_Exercise_. Every record needs to be repeated exactly; its pictures do not.

_Provided data_.
- - -

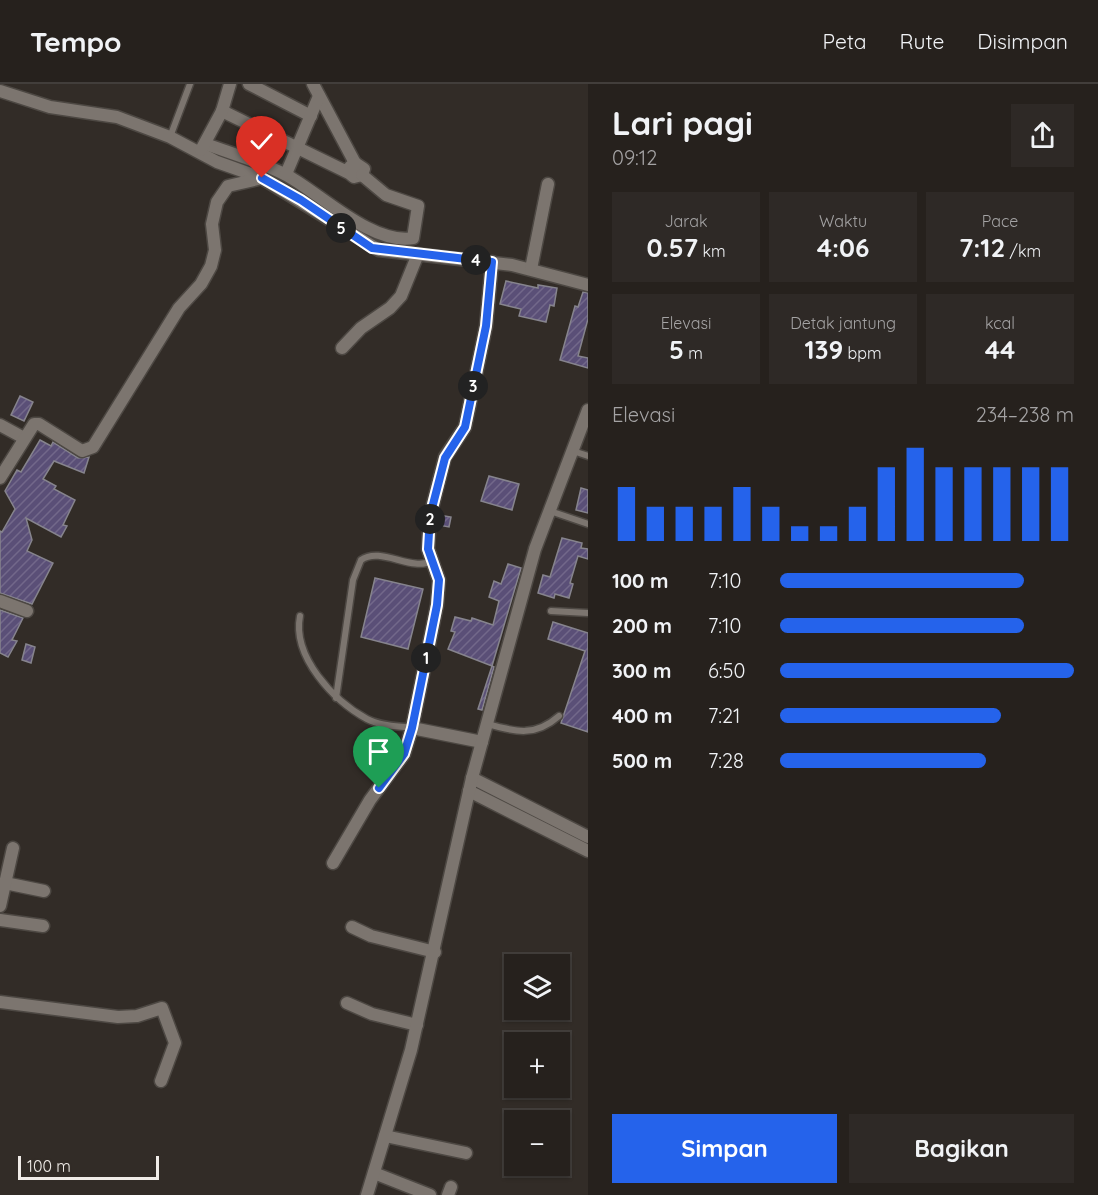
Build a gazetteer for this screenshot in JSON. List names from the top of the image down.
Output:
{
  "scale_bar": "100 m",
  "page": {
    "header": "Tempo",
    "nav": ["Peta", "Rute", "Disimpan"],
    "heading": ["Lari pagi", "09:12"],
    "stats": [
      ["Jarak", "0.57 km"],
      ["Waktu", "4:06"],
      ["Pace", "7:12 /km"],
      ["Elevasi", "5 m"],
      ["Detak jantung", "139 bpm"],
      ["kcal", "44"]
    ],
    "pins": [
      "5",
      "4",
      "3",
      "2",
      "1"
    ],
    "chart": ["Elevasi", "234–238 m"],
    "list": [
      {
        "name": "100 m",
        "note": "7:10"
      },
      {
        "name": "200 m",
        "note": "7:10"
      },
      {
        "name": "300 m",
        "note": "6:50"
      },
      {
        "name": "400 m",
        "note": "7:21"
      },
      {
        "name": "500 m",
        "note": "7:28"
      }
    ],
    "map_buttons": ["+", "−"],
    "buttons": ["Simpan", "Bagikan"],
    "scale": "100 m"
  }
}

- - -

_Response for this exercise_.
Build a gazetteer for this screenshot in JSON. List names from the top of the image down.
Output:
{
  "scale_bar": "100 m",
  "page": {
    "header": "Tempo",
    "nav": ["Peta", "Rute", "Disimpan"],
    "heading": ["Lari pagi", "09:12"],
    "stats": [
      ["Jarak", "0.57 km"],
      ["Waktu", "4:06"],
      ["Pace", "7:12 /km"],
      ["Elevasi", "5 m"],
      ["Detak jantung", "139 bpm"],
      ["kcal", "44"]
    ],
    "pins": [
      "5",
      "4",
      "3",
      "2",
      "1"
    ],
    "chart": ["Elevasi", "234–238 m"],
    "list": [
      {
        "name": "100 m",
        "note": "7:10"
      },
      {
        "name": "200 m",
        "note": "7:10"
      },
      {
        "name": "300 m",
        "note": "6:50"
      },
      {
        "name": "400 m",
        "note": "7:21"
      },
      {
        "name": "500 m",
        "note": "7:28"
      }
    ],
    "map_buttons": ["+", "−"],
    "buttons": ["Simpan", "Bagikan"],
    "scale": "100 m"
  }
}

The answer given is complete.